Hi I am a randomic person, who wants learn finnish, I already know somethings: basic words, and some endings.

My fist language is portuguese and I think that I will post in this thread my progress.

Moi!


----------



## Vós

Hyvää päivää,

I already know somethings like Norja, Suomea, Ruotsi, Venäjä, Itämeri, Tervetuola, En puhu suomea, saamea, Anteeksi, Hyvää Iltaa, Hyvää Yöta, Huomenta...

This language seems easy in the pronounce because is like portuguese pronounce at least until this moment, the letters always have the same sound  of the alphabet.


----------



## sakvaka

Crash course into Finnish, how nice! But I doubt that our forum rules approve of this thread.

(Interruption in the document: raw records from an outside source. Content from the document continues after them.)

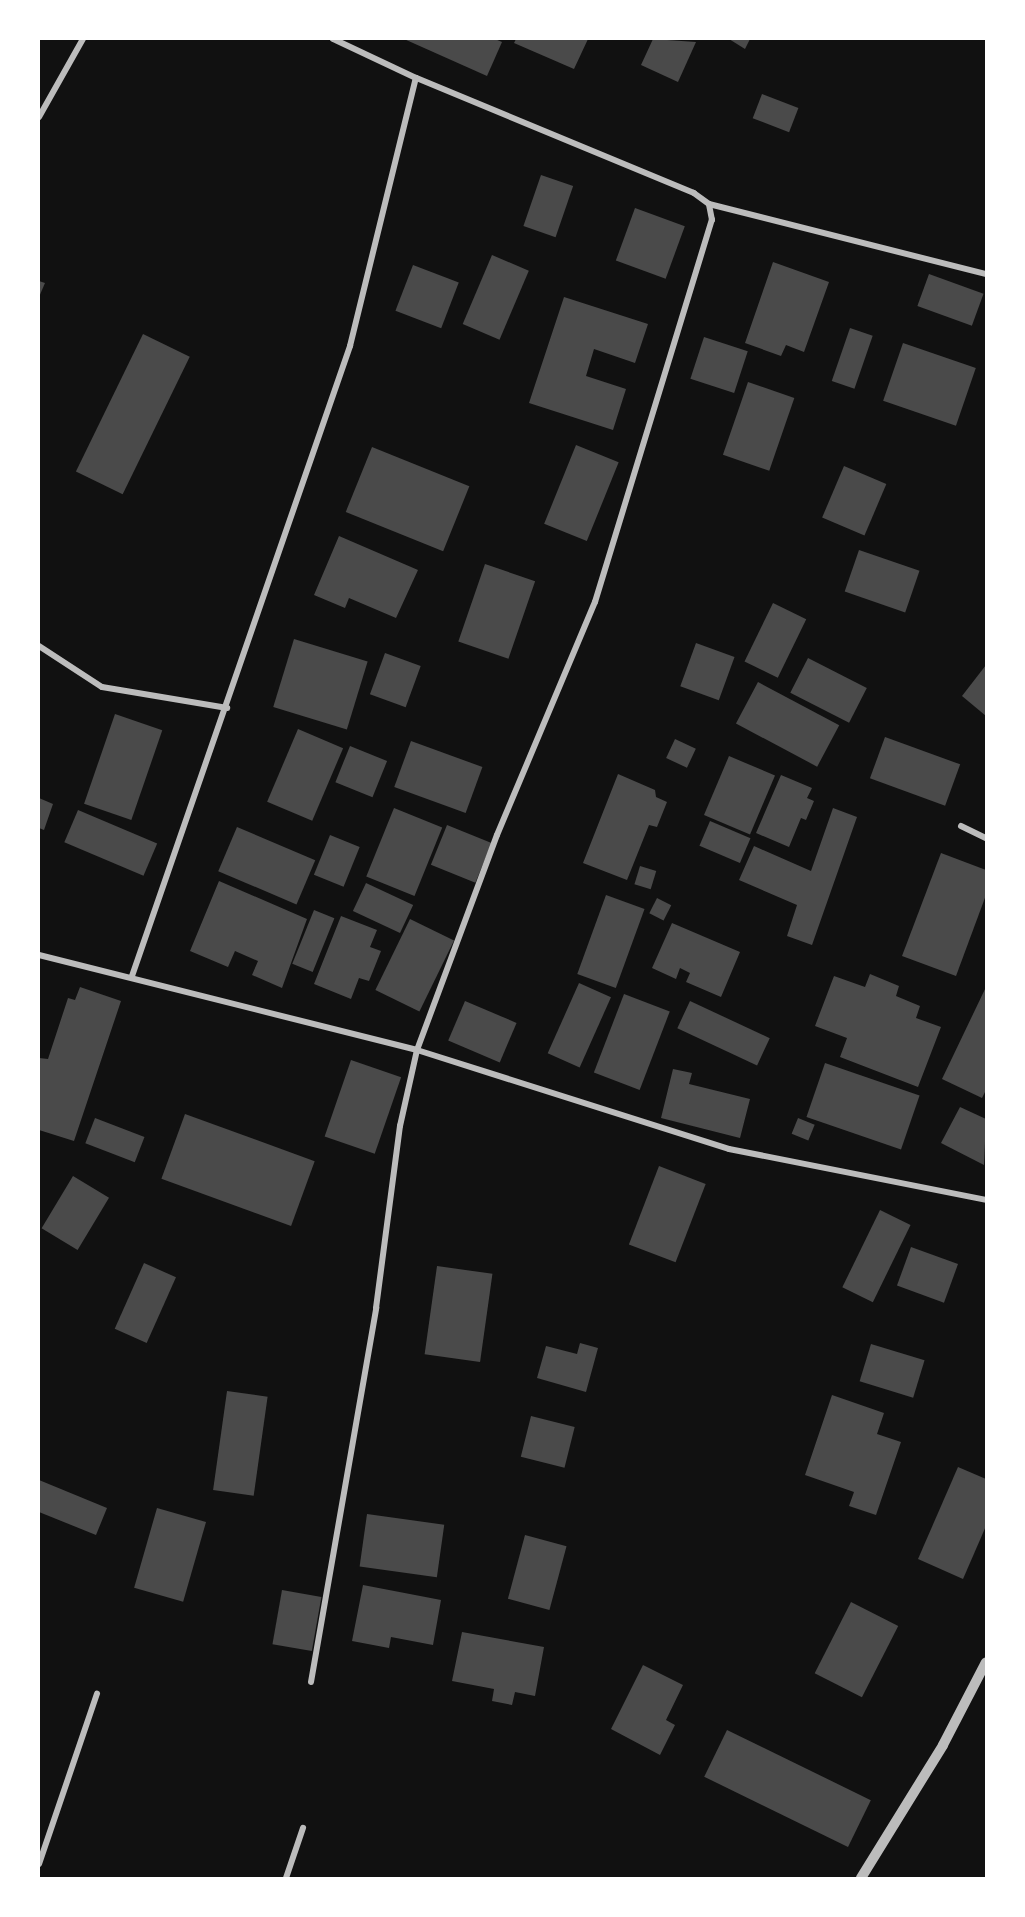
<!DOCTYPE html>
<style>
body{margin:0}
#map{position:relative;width:1025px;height:1917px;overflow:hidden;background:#111;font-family:"Roboto Condensed",sans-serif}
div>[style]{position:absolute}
.building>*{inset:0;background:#4a4a4a;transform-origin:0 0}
.minor>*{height:6px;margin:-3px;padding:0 3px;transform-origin:3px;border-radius:3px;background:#bcbcbc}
.tertiary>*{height:10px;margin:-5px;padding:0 5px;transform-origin:5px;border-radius:5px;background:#bcbcbc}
span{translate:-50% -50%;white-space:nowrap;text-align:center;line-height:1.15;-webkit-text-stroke:5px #fff;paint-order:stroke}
.frame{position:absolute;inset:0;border:40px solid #fff;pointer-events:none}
</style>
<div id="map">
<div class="building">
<i style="clip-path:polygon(404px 39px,495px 39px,502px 42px,487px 76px)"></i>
<i style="clip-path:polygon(516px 39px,588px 39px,574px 69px,514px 43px)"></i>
<i style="clip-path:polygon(653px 39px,696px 42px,678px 82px,641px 65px)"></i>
<i style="clip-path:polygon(729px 39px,750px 39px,745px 49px)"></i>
<i style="left:762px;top:94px;width:39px;height:26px;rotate:21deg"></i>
<i style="left:541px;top:175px;width:34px;height:54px;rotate:19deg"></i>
<i style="left:635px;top:208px;width:53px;height:56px;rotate:20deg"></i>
<i style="left:492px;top:255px;width:40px;height:75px;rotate:23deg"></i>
<i style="clip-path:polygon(773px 262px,829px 282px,804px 352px,786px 345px,781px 356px,745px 343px)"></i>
<i style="left:413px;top:265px;width:49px;height:49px;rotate:21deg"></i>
<i style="left:929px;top:274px;width:58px;height:34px;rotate:20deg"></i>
<i style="clip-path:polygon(39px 281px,45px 283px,39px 297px)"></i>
<i style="clip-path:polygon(564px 297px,648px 324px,635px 363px,594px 349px,586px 376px,626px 389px,613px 430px,529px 403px)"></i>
<i style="left:850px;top:328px;width:24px;height:56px;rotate:19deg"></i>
<i style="left:143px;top:334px;width:52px;height:153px;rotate:26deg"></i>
<i style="left:704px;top:337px;width:46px;height:44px;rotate:18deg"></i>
<i style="left:903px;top:343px;width:77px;height:61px;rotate:19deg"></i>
<i style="left:748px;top:382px;width:49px;height:77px;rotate:19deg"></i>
<i style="left:576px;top:445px;width:46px;height:85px;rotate:22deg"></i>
<i style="left:372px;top:447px;width:105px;height:70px;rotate:22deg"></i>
<i style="left:844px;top:466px;width:46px;height:56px;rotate:23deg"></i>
<i style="clip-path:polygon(339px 536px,418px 570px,396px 618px,349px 598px,345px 608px,314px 595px)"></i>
<i style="left:859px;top:550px;width:64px;height:44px;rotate:19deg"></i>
<i style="left:485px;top:564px;width:53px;height:82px;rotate:19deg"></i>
<i style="left:773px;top:603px;width:37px;height:65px;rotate:26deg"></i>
<i style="left:294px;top:639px;width:77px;height:71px;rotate:17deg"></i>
<i style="left:696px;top:643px;width:41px;height:46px;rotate:20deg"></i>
<i style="left:385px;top:653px;width:38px;height:44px;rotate:20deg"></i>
<i style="left:808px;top:658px;width:66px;height:39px;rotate:27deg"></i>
<i style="clip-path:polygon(986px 665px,986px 716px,962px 696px)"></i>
<i style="left:758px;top:682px;width:92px;height:47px;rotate:28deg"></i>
<i style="left:115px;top:714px;width:50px;height:95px;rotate:19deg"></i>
<i style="left:298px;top:729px;width:49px;height:79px;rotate:23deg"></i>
<i style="left:885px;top:737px;width:80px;height:44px;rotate:20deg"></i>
<i style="left:675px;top:739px;width:23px;height:21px;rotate:25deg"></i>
<i style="left:411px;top:741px;width:76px;height:49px;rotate:20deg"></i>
<i style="left:350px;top:746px;width:40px;height:39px;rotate:22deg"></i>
<i style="left:729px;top:756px;width:50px;height:64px;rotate:23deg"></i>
<i style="clip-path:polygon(618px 774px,655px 790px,656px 797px,667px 802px,657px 827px,649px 825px,627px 880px,583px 863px)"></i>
<i style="clip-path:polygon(781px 775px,812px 788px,807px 798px,814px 801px,806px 820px,801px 818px,789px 847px,756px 833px)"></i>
<i style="clip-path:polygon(39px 798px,53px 804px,44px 830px,39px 828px)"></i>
<i style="left:394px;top:808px;width:52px;height:74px;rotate:22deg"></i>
<i style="clip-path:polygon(833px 808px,857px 817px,812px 945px,787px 936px,797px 905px,739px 880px,754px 846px,811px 871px)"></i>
<i style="left:78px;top:810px;width:86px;height:35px;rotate:23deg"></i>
<i style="left:710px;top:821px;width:44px;height:27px;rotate:23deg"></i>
<i style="left:447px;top:825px;width:48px;height:43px;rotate:22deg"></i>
<i style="left:237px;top:827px;width:85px;height:48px;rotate:23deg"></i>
<i style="left:330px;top:835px;width:32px;height:43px;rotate:22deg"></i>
<i style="clip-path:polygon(941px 853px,986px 870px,986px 895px,956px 976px,902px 956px)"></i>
<i style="left:640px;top:866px;width:17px;height:19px;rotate:17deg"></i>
<i style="clip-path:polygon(219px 881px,307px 919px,282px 988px,252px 975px,258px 961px,235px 951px,228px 967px,190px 951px)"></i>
<i style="left:366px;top:883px;width:52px;height:31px;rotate:25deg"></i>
<i style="left:606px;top:895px;width:41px;height:84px;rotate:20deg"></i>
<i style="left:657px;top:898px;width:16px;height:17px;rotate:27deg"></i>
<i style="left:314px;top:910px;width:22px;height:58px;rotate:22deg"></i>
<i style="clip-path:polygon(341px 916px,377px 930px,370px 947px,381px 951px,369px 981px,359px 978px,351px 999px,314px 984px)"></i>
<i style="left:410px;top:919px;width:49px;height:79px;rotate:26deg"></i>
<i style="clip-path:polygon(672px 923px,740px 952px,721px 997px,686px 982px,690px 973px,680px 968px,676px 979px,652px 968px)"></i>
<i style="clip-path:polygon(870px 974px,899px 986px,896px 996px,920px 1006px,916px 1018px,941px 1027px,918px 1087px,840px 1057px,847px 1038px,815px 1026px,834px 976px,865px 987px)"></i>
<i style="left:579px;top:983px;width:35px;height:77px;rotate:24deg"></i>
<i style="clip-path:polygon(80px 987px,121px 1001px,74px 1141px,39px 1130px,39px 1058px,48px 1059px,68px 998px,75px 1000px)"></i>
<i style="clip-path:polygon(986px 987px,986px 1090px,982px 1098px,942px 1079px)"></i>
<i style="left:624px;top:994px;width:49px;height:84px;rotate:21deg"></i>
<i style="left:465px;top:1001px;width:56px;height:43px;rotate:23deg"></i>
<i style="left:690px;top:1001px;width:88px;height:30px;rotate:25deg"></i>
<i style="left:351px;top:1060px;width:53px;height:81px;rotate:19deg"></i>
<i style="left:825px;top:1063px;width:100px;height:57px;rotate:19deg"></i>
<i style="clip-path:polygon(673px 1069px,692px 1073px,689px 1084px,750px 1099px,740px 1138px,661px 1118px)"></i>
<i style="clip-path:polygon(960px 1107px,986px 1119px,984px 1165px,941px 1143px)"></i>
<i style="left:185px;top:1114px;width:138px;height:69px;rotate:20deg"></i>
<i style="left:95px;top:1118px;width:53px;height:27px;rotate:21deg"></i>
<i style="left:798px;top:1118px;width:18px;height:17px;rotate:22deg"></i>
<i style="left:659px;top:1166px;width:50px;height:84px;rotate:21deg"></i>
<i style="left:73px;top:1176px;width:42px;height:61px;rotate:31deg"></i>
<i style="left:880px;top:1210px;width:34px;height:86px;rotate:26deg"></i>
<i style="left:911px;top:1247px;width:50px;height:41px;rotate:20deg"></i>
<i style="left:144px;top:1263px;width:35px;height:72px;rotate:24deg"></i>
<i style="left:437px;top:1266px;width:56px;height:89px;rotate:8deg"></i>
<i style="clip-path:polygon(580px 1343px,598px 1348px,586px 1392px,537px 1378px,546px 1346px,577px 1354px)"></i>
<i style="left:871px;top:1344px;width:56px;height:39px;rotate:17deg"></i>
<i style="left:227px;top:1391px;width:41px;height:100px;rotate:8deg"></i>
<i style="clip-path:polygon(832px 1395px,884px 1413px,877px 1434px,901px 1442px,876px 1515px,849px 1506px,854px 1492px,805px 1475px)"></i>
<i style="left:531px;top:1416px;width:45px;height:42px;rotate:14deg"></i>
<i style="clip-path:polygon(958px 1467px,986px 1479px,986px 1526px,963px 1579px,918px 1559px)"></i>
<i style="clip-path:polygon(39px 1480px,107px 1508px,96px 1535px,39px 1512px)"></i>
<i style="left:157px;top:1508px;width:51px;height:83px;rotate:16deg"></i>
<i style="left:367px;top:1514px;width:78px;height:53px;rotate:8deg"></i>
<i style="left:525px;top:1535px;width:43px;height:66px;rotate:15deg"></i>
<i style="clip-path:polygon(363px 1585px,441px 1600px,433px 1645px,391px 1637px,389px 1648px,352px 1641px)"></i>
<i style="left:282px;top:1590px;width:40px;height:55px;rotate:10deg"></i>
<i style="left:851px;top:1602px;width:53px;height:80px;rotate:27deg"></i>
<i style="clip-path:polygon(462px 1632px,544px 1647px,535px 1696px,515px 1692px,512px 1705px,492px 1701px,494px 1689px,452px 1681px)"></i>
<i style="clip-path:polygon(643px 1665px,683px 1685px,666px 1720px,675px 1725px,660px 1755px,611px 1729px)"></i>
<i style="left:727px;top:1730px;width:160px;height:52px;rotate:26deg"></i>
</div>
<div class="minor">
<i style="left:39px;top:117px;width:90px;rotate:-60.6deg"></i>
<i style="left:709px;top:204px;width:286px;rotate:14.2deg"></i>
<i style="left:39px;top:646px;width:75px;rotate:33.1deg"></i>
<i style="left:102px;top:687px;width:127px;rotate:9.5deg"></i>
<i style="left:961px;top:826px;width:28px;rotate:26deg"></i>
<i style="left:39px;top:955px;width:390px;rotate:14.1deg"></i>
<i style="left:417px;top:1050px;width:327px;rotate:17.6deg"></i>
<i style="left:729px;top:1149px;width:262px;rotate:11.2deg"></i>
<i style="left:132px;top:976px;width:667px;rotate:-70.91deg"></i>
<i style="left:350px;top:346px;width:276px;rotate:-76.2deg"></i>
<i style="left:311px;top:1682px;width:380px;rotate:-80.1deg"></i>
<i style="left:376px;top:1308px;width:184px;rotate:-82.5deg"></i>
<i style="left:400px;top:1126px;width:78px;rotate:-77.4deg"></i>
<i style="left:417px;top:1050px;width:229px;rotate:-69.6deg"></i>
<i style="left:497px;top:835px;width:253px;rotate:-67.2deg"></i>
<i style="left:595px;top:602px;width:400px;rotate:-73deg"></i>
<i style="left:712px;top:220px;width:16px;rotate:-101deg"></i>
<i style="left:709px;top:204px;width:19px;rotate:-144deg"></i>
<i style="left:694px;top:193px;width:301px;rotate:-157.5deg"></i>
<i style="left:416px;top:78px;width:92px;rotate:-154.8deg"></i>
<i style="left:39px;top:1864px;width:180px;rotate:-71.2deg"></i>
<i style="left:286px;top:1878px;width:53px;rotate:-71.2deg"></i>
</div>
<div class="tertiary">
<i style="left:861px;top:1878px;width:156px;rotate:-58.3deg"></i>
<i style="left:943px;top:1745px;width:93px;rotate:-62.6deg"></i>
</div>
<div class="frame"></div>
</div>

Nevertheless, I'd like to point out 1) that Suomea is the partitive form of Suomi (Finland), 2) that 'tervetuloa' is written like this and 3) that 'hyvää yötä' is written like this. A phenomenon called vowel harmony makes the form 'yöta' impossible.

Maybe your next step would be reading about vowel harmony and consonant gradation, two of the most basic aspects of Finnish grammar - and perhaps the trickiest.


----------



## cherine

Welcome to the forum Vós 

Please read the forum threads before posting to understand how this forum works. You can't use a thread to report your progress in learning. You can only open a thread to ask precise questions, and each thread should be about one question only. The forum members will be glad to help you, but you'll need to follow the rules well.

Sakavaka, please don't forget to report threads that break the rules. Moderators count on the foreros help to keep the forum organized. Thanks


----------